** RECORDED DATA **
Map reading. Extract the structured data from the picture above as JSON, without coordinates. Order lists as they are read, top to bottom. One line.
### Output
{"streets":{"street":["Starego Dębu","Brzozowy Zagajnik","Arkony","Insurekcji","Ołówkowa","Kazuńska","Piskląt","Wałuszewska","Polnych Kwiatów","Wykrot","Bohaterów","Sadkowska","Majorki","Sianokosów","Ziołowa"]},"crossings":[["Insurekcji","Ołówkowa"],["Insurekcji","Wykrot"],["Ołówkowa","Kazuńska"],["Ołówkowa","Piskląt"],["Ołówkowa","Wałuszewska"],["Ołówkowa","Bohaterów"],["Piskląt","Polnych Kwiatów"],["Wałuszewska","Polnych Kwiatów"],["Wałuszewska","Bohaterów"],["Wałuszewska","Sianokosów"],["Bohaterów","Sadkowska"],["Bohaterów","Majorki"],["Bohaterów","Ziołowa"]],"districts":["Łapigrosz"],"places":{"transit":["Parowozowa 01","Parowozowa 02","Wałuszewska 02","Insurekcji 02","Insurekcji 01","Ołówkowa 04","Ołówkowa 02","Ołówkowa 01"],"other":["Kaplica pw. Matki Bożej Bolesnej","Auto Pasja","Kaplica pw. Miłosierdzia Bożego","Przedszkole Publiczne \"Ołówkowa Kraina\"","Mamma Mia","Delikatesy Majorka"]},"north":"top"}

** ASSIGNMENT **
A verbatim output of all the data above is needed.

** SOLVED PROBLEM **
Map reading. Extract the structured data from the picture above as JSON, without coordinates. Order lists as they are read, top to bottom. One line.
### Output
{"streets":{"street":["Starego Dębu","Brzozowy Zagajnik","Arkony","Insurekcji","Ołówkowa","Kazuńska","Piskląt","Wałuszewska","Polnych Kwiatów","Wykrot","Bohaterów","Sadkowska","Majorki","Sianokosów","Ziołowa"]},"crossings":[["Insurekcji","Ołówkowa"],["Insurekcji","Wykrot"],["Ołówkowa","Kazuńska"],["Ołówkowa","Piskląt"],["Ołówkowa","Wałuszewska"],["Ołówkowa","Bohaterów"],["Piskląt","Polnych Kwiatów"],["Wałuszewska","Polnych Kwiatów"],["Wałuszewska","Bohaterów"],["Wałuszewska","Sianokosów"],["Bohaterów","Sadkowska"],["Bohaterów","Majorki"],["Bohaterów","Ziołowa"]],"districts":["Łapigrosz"],"places":{"transit":["Parowozowa 01","Parowozowa 02","Wałuszewska 02","Insurekcji 02","Insurekcji 01","Ołówkowa 04","Ołówkowa 02","Ołówkowa 01"],"other":["Kaplica pw. Matki Bożej Bolesnej","Auto Pasja","Kaplica pw. Miłosierdzia Bożego","Przedszkole Publiczne \"Ołówkowa Kraina\"","Mamma Mia","Delikatesy Majorka"]},"north":"top"}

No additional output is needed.